Alcuni studiosi successivi spiegano le concordanze minori come dovute all'uso di Matteo, oltre che di Q e di Marco, da parte dell'autore del Vangelo secondo Luca, una teoria che va sotto il nome di ipotesi delle tre fonti. Ma la moderna formulazione dell'ipotesi della fonte Q richiede che Matteo e Luca siano indipendenti, dunque la teoria delle tre fonti fa sorgere la domanda riguardo quale sia il ruolo di Q se Luca dipende da Matteo; di conseguenza, alcuni studiosi, come Helmut Koester, che preferiscono mantenere Q ma riconoscere allo stesso tempo l'importanza delle concordanze minori, le attribuiscono ad un proto-Marco, come l'Ur-Markus dell'ipotesi marciana, adattato dall'autore di Marco indipendentemente da Matteo e Luca. Altri studiosi ancora, ritengono che le concordanze minori dipendano da una revisione del Marco conservatosi, revisione che prende il nome di "deutero-Marco", a cui gli autori di Matteo e Luca si sarebbero ispirati e che sarebbe poi andato perduto.

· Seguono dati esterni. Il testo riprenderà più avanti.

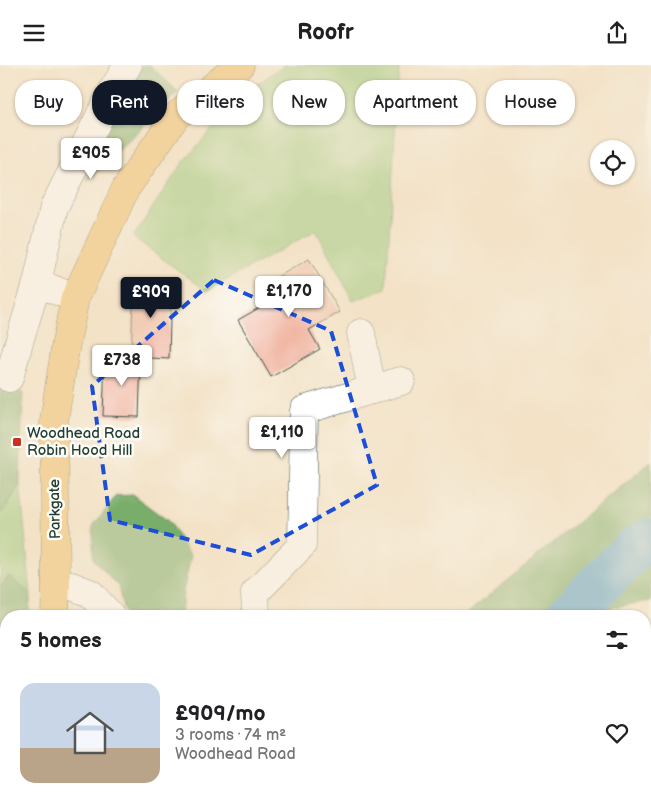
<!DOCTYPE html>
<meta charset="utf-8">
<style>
:root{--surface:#fff;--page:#f6f6f6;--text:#202124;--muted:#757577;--line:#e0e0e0;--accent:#111827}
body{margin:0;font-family:"Balsamiq Sans",sans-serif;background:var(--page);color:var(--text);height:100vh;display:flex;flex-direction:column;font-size:19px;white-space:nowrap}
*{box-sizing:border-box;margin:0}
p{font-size:16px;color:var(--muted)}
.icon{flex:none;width:28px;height:28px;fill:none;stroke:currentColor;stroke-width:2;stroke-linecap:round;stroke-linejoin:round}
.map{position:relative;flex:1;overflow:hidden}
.side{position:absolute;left:0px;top:545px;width:651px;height:195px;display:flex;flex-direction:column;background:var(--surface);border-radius:20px 20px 0 0;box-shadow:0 1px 4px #0004}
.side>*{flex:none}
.hud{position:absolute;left:15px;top:15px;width:621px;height:45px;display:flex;gap:10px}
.buttons{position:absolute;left:590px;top:75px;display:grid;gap:10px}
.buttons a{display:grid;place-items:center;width:45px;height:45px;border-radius:50%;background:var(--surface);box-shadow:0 1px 4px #0004;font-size:25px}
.price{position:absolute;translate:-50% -42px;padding:0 11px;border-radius:5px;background:#fff;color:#222;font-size:16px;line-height:32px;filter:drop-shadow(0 1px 2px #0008)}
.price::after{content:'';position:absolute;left:50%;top:30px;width:15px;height:11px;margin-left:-8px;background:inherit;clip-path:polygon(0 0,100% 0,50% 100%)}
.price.active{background:var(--accent);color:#fff}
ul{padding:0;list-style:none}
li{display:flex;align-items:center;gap:15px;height:125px;padding:0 20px}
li+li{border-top:1px solid var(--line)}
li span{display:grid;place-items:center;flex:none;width:140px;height:100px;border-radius:15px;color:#555}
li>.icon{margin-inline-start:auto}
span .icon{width:60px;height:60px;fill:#fffc;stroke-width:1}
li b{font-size:21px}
h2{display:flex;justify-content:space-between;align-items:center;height:60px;padding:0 20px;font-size:21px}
.pill{padding:0 18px;border-radius:20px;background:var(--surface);box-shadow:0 1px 4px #0004;font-size:18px;line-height:45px}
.pill.active{background:var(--accent);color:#fff}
header{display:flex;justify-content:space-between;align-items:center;height:65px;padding:0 20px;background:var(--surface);font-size:22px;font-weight:700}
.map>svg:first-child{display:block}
.green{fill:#96ca7b;stroke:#5a8458}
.forest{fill:#78ae6b;stroke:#4c7650}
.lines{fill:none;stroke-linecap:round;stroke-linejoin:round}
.river{stroke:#54a3ce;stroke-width:45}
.building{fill:#f0b19d}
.minor-casing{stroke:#3f564a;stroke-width:29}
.major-casing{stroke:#3f564a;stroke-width:29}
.minor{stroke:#fff;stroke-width:28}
.major{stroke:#f4c26a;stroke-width:28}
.tree{fill:#8f9a80}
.marked{fill:none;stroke:#1d4ed8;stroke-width:4;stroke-dasharray:10 6;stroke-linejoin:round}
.poi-dot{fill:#c8321e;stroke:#fdfcf7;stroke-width:2}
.labels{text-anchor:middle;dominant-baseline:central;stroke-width:5;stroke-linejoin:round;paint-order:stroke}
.poi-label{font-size:15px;fill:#1f3d34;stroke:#fdfcf7;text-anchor:start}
.street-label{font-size:15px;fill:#1f3d34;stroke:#fdfcf7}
</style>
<header><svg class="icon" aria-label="menu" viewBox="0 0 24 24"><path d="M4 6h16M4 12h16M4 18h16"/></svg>Roofr<svg class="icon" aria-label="share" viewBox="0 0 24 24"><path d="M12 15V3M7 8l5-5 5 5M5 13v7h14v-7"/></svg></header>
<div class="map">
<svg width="651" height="740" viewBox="0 0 651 740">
<rect width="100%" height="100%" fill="#fdfcf7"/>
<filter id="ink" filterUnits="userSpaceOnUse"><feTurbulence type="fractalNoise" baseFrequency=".02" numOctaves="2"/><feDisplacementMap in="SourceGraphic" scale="10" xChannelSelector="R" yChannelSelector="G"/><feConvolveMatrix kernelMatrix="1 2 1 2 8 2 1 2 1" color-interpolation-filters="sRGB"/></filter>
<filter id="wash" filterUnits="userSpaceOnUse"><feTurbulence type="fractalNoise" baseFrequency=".0096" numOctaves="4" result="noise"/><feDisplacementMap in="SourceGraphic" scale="20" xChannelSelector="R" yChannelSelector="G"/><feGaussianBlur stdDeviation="1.12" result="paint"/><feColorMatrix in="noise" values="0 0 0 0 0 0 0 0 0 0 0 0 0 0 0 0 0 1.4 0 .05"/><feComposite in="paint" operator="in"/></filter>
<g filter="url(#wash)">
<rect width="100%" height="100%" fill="#f3e2c6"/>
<g class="green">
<path d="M285,0h63l2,1 6,-1h43l-13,223 -33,13 -37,-71 -109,61 -74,-54 49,-73 59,-69z"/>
<path d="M20,418l11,112 -22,-19 -9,13v-76l4,-2z"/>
<path d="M6,572v53l-6,-9v-43l4,1z"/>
<path d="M68,734h62l1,6h-63z"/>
<path d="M274,734h91l-4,6h-86z"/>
</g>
<g class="forest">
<path d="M143,0h7l28,27 -91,90 35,-93z"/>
<path d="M0,318l23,10 -3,90 -16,28 -4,2z"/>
<path d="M651,397v139l-38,6 -9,9h-140z"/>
<path d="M133,430l35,26 23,35 -8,36 -2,24h-56l-7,-30 -25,-27v-33l23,-30z"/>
<path d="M9,511l22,19 -3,21h-22v21l-2,2 -4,-1v-49z"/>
<path d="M0,616l6,9v109h15v6h-21z"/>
<path d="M152,734h42l1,6h-42z"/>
<path d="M365,734h85l-4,6h-84z"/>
</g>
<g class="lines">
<g class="river">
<path d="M568,551l65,-66 18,-10"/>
<path d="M420,740l4,-6"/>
</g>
</g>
<g id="blocks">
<g class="building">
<path d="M309,194l31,53 -31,18 11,19 -49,28 -33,-57 33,-19 -9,-15z"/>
<path d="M134,215l37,1 -2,78 -38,-2z"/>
<path d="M105,292l36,1 -2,59 -36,-1z"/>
</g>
</g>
</g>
<g filter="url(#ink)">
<use href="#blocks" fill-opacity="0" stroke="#3f564a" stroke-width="1"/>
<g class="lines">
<defs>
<g id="minor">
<path d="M75,233l-38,-15 17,-76 60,-119 14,-23"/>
<path d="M361,268l11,57"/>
<path d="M9,313l10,-36 18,-59"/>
<path d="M56,515l34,13 21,23"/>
<path d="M256,551l-1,-23 47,-48 2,-135 97,-29"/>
<path d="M144,734l1,6"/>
<path d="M480,734l9,6"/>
<path d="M258,740v-6"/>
<path d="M646,740l5,-3"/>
</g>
<g id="major">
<path d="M55,551l1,-36 -2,-159 12,-78 9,-45 51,-110 50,-72 64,-51"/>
<path d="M46,740v-6"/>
</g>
</defs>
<use href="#minor" class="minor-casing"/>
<use href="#major" class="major-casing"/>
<use href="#minor" class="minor"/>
<use href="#major" class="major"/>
</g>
<circle class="tree" cx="535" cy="52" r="8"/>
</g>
<path d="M0 0H651V740H0ZM214,215l117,51 46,154 -126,70 -141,-35 -18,-134z" fill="#f3e2c6" fill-opacity=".55" fill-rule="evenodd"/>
<path class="marked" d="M214,215l117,51 46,154 -126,70 -141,-35 -18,-134z"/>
<rect class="poi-dot" x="12" y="372" width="10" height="10" rx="2.5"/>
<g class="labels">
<g class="poi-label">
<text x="27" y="368">Woodhead Road<tspan x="27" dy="17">Robin Hood Hill</tspan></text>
</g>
<g class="street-label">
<text transform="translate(55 444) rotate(-91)">Parkgate</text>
</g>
</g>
</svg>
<div class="buttons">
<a><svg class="icon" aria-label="locate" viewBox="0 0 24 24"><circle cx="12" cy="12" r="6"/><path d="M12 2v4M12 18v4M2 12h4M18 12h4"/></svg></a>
</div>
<b class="price" style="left:91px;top:115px">£905</b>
<b class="price" style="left:289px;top:253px">£1,170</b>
<b class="price active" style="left:151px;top:254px">£909</b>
<b class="price" style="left:122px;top:322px">£738</b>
<b class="price" style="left:282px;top:394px">£1,110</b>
<div class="hud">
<a class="pill">Buy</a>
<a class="pill active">Rent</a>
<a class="pill">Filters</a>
<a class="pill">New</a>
<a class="pill">Apartment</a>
<a class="pill">House</a>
</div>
<section class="side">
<h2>5 homes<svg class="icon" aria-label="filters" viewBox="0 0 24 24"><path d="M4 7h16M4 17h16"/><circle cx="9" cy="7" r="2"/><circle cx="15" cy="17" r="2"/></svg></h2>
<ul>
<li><span style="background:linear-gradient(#c9d6e8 65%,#b9a48a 0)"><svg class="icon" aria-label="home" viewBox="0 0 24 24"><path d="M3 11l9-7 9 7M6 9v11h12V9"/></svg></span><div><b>£909/mo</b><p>3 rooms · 74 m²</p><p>Woodhead Road</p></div><svg class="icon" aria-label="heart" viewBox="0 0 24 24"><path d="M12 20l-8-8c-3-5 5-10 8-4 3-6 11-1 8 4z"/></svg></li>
</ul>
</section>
</div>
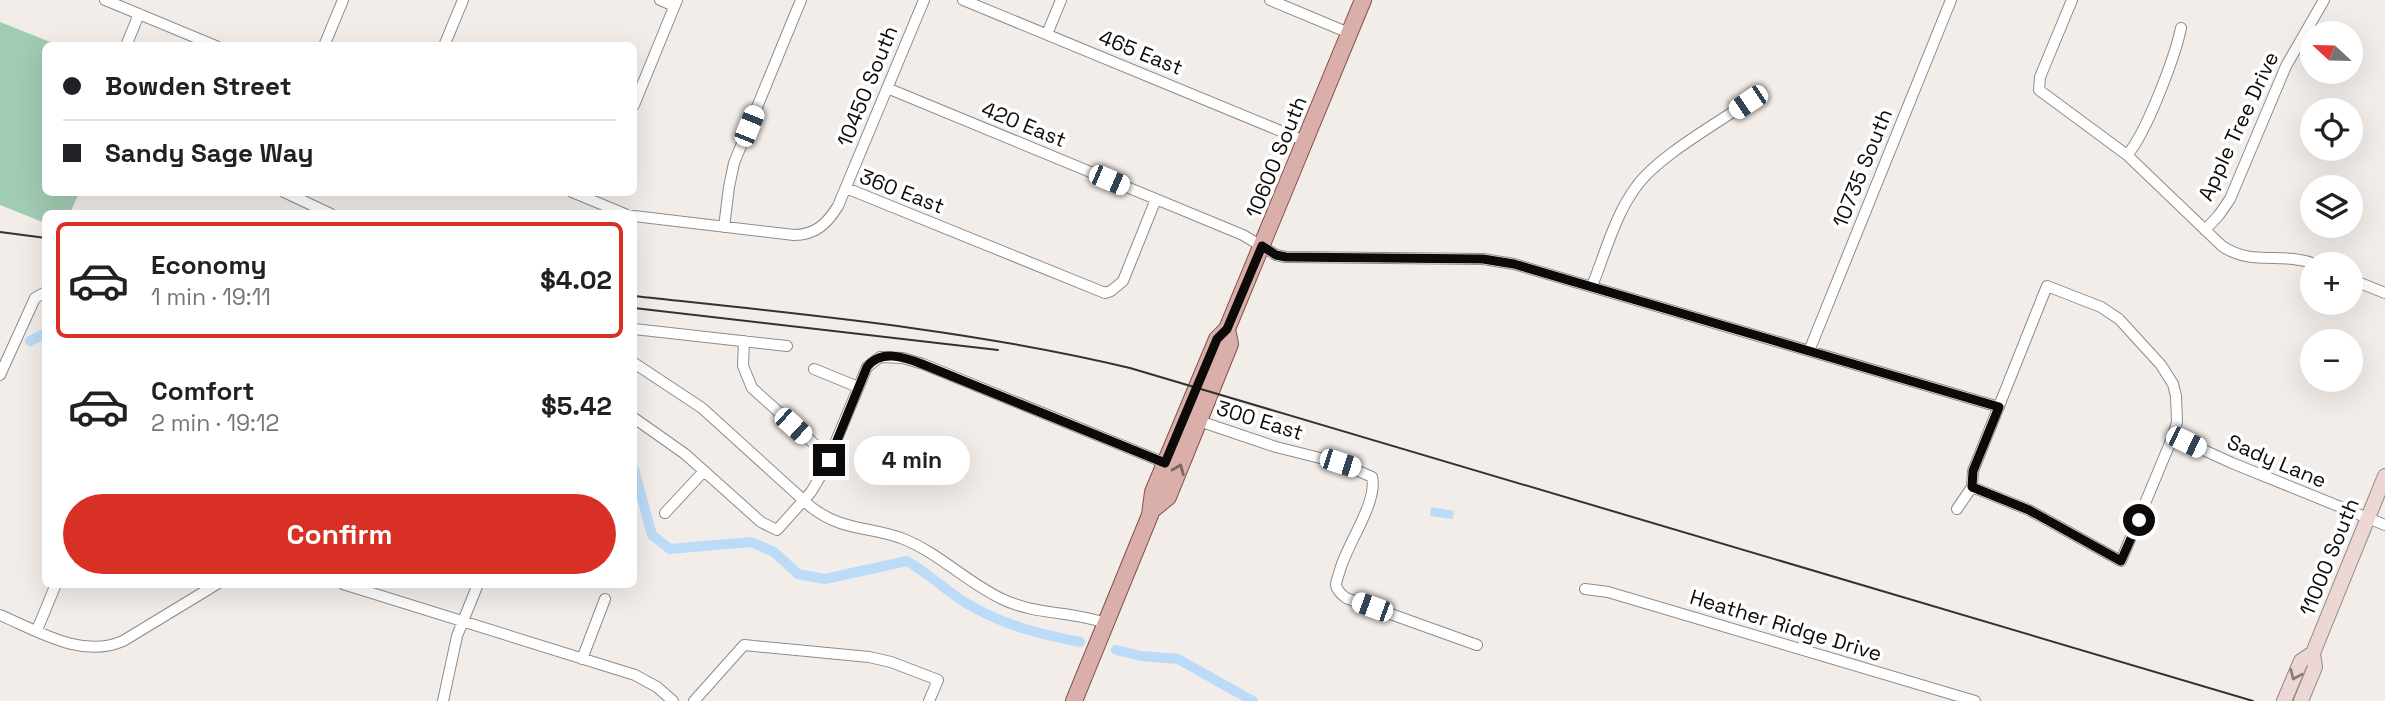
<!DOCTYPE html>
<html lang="en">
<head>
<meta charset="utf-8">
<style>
  body { margin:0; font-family:"Space Grotesk",sans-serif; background:#f6f6f6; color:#202124; height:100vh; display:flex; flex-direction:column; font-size:26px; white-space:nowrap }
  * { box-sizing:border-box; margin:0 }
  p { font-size:23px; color:#757577 }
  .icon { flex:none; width:38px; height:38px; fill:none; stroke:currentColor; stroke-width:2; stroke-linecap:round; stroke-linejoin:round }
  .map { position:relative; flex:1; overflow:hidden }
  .drawer { position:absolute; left:42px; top:210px; width:595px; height:378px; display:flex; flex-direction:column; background:#fff; border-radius:10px; box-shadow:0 7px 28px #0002 }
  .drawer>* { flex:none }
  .banner { position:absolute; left:42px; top:42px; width:595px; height:154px; border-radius:10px; box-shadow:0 7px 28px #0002; display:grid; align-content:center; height:154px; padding:0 21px; background:#fff }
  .needle { width:46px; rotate:292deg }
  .buttons { position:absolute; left:2300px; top:21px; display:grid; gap:14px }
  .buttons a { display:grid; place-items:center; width:63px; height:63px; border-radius:50%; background:#fff; box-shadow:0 7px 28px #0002; font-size:35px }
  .end { position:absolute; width:32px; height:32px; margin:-16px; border:9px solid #0d0b0a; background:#fff; box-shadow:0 0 0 4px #fff }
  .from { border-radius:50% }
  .bubble { position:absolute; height:49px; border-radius:24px; background:#fff; box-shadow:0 7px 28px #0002; font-size:23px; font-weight:600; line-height:49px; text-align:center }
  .car { position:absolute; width:21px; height:42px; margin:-21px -10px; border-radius:9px; box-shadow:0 0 5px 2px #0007; background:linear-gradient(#fff 24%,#345 0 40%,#fff 0 76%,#345 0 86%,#fff 0) }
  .banner b { display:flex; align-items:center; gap:24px; height:66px; font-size:26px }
  .banner b+b { border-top:2px solid #e0e0e0 }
  .banner i { width:18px; height:18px; background:#202124 }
  ul { padding:12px 0 0; list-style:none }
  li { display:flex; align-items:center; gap:21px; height:116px; margin:0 14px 10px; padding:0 7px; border:4px solid transparent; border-radius:10px }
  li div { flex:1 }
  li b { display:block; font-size:26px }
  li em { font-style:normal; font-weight:600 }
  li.selected { border-color:#d93025 }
  li>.icon { width:63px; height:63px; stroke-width:1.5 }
  .primary-button { display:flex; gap:14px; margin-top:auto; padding:14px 21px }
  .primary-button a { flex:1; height:80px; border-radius:42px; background:#d93025; color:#fff; font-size:28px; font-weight:600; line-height:80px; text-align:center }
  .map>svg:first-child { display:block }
</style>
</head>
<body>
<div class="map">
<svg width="2385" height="701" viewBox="0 0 2385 701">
  <rect width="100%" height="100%" fill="#f3ede9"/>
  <path fill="#a2cbb3" d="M0,22L58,45L46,46V192L79,193L70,213L46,214L45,223L0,205Z"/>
  <path fill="#bbdbf8" d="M1431,507L1454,511L1453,519L1430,516Z"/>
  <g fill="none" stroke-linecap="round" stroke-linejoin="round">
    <path stroke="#bbdbf8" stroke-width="10" d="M30,341L46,333
      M634,469L652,535L670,549L751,542L774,552L798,574L825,579L907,561C928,573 945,590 966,603C1002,625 1039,634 1080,642
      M1116,650L1141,656L1178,659L1253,701"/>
    <g stroke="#908b87" stroke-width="12">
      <path id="street" d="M105,0L216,46
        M660,0L674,6
        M963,0L1305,141
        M1270,0L1349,33
        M2072,0L2040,77L2039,90L2127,155L2222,246C2253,267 2281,251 2315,264
        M1047,34L1061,0
        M126,46L139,14
        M324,46L343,0
        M444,46L463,0
        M887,88L1243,235L1276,255L1286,257L1483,259L1514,264L1999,407
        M634,105L677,0
        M2127,155C2146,134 2175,57 2181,28
        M846,188L1105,293L1111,291L1123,281L1156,199
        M284,192L331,214
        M572,192L625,214
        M634,216L794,235C815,235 827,224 838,206L924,0
        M724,227L729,187L734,163L801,0
        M2205,230L2219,215L2230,199L2286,66L2324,0
        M2350,279L2385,293
        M1592,286C1605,254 1615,215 1636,187C1657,157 1716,124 1748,102
        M634,329L787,346
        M744,341L743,366L752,388L830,458
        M1809,351L1951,0
        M634,363L702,408L811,507C842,531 867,526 901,538C938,552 966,582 1002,599C1035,615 1071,611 1106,623
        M814,369L858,387
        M0,375L35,298L46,292
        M634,418L685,454L761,522L777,530L811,492L823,472L867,367L880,357L903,358L923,364L1165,463
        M1199,421L1276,447L1340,463L1372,477C1378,502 1347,544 1340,570C1339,574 1336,581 1336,585C1337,591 1342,595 1346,598L1477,645
        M2173,436L2232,463L2385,525
        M1957,509L1972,487L1973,471L2047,286L2101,307L2119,319L2161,365L2173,384L2176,396L2177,422L2173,436L2121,561L2029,510L1972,487
        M665,513L704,471
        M343,584L635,675L657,687L673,701
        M1585,589L1608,592L1975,701
        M0,615C38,631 82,659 123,641L217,584
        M37,630L56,584
        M582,659L605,599
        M443,701L457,636L478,584
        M694,701L744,645L869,657L891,662L938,680L929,701"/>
    </g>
    <g stroke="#908b87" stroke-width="16">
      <path id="secondary" d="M2284,701L2301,661L2313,653
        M2301,701L2315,667L2313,653L2385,476"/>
    </g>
    <g stroke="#82524d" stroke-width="18">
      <path id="primary" d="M1151,511L1168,497L1230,344L1227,329
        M1074,701L1150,515L1153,492L1217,339L1227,329L1363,0"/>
    </g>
    <use href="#street" stroke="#fff" stroke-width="10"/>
    <use href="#secondary" stroke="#ecd7d4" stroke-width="14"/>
    <use href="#primary" stroke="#daafaa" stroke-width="16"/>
    <path stroke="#343130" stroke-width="2" d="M0,232L46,238
      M634,296C800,314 967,329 1130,368L2253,701
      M634,308L998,350"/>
  </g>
  <defs><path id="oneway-chevron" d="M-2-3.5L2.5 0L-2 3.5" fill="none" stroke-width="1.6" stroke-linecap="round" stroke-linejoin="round" transform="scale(1.75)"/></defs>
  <use stroke="#7e6562" href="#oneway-chevron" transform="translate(1179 469) rotate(-68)"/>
  <use stroke="#887b79" href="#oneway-chevron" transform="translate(2295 675) rotate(113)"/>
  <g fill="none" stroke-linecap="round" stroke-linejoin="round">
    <path stroke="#0d0b0a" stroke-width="9" d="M829,460L867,367C881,349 904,357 922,364L1165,463L1217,339L1227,329L1262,246L1276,255L1286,257L1483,259L1514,264L1999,407L1973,471L1972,487L2029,510L2121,561L2139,520"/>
  </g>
  <g text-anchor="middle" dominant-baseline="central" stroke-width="7" stroke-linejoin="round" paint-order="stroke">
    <g font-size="21" fill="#0d0b0a" stroke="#fff">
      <text transform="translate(1141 52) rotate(22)">465 East</text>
      <text transform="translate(867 86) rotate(-68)">10450 South</text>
      <text transform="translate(1024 124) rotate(22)">420 East</text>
      <text transform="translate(2238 126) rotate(-65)">Apple Tree Drive</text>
      <text transform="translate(1276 157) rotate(-68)">10600 South</text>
      <text transform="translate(1862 168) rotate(-68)">10735 South</text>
      <text transform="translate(902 191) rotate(21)">360 East</text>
      <text transform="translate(1260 420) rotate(17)">300 East</text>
      <text transform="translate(2277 461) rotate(23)">Sady Lane</text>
      <text transform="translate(2329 557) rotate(-68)">11000 South</text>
      <text transform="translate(1786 625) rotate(17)">Heather Ridge Drive</text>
    </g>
  </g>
</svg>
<div class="buttons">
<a><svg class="needle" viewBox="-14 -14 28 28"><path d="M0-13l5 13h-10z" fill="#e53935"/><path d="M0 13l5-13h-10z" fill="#757577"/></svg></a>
<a><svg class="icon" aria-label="locate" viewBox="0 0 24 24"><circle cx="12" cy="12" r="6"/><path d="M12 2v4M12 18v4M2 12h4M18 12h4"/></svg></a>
<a><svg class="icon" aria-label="layers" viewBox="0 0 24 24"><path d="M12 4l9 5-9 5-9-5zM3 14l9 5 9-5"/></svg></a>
<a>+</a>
<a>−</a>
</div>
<i class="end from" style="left:2139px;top:520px"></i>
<i class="end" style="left:829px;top:460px"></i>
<div class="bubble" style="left:854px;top:436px;width:116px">4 min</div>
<i class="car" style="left:1748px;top:102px;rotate:236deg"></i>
<i class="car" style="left:749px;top:126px;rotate:22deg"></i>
<i class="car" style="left:1109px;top:180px;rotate:113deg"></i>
<i class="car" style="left:793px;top:426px;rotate:132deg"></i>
<i class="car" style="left:2186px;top:442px;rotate:116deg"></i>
<i class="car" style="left:1340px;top:463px;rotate:108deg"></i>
<i class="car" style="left:1372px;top:607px;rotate:290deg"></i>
<div class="banner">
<b><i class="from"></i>Bowden Street</b>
<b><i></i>Sandy Sage Way</b>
</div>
<section class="drawer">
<ul>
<li class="selected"><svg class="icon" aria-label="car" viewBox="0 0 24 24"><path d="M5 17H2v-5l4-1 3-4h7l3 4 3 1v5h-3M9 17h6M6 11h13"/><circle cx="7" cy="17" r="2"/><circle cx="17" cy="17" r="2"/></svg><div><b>Economy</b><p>1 min · 19:11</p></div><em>$4.02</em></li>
<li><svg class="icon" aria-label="car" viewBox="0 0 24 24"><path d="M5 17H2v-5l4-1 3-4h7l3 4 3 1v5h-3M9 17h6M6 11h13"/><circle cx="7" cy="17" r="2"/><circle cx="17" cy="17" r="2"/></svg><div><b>Comfort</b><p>2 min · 19:12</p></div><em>$5.42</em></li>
</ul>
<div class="primary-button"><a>Confirm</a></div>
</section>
</div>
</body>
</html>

«Perciò le concordanze minori, se prese sul serio, obbligano a scegliere tra la priorità marciana pura e l'esistenza della fonte Q, ma non entrambe contemporaneamente, come richiesto dalla 2SH».[1]
L'obiezione principale alla teoria delle due fonti è la necessità di introdurre l'ipotetica fonte Q, la cui esistenza non è attestata in alcun modo, né da frammenti esistenti, né dalle tradizioni della Chiesa delle origini. Al contrario, l'esistenza stessa delle concordanze minori sarebbe un indizio a favore della non-esistenza, o meglio della non-necessità di Q: se Matteo e Luca hanno passi che non sono presenti in Marco, allora Matteo cita Luca o viceversa.
Vi è un ulteriore problema, detto "problema dell'affaticamento", e che si riferisce ad un noto fenomeno, per cui uno scriba che sta utilizzando un testo come fonte tende a ritornare alla terminologia della propria fonte semplicemente per affaticamento. Tale fenomeno è evidente nel caso del titolo di Erode Antipa: l'autore del Vangelo secondo Marco lo chiama, incorrettamente, basileus ("re") per tutto il vangelo, mentre l'autore del Vangelo secondo Matteo utilizza il più corretto "tetrarca" all'inizio, per poi passare anche lui a basileus. Quando questo genere di cambiamenti avvengono nel materiale di doppia tradizione, in casi che secondo la teoria delle due fonti sarebbero dovuti all'utilizzo di Q come fonte per Matteo e Luca, di solito Luca tende a convergere a Matteo.[6]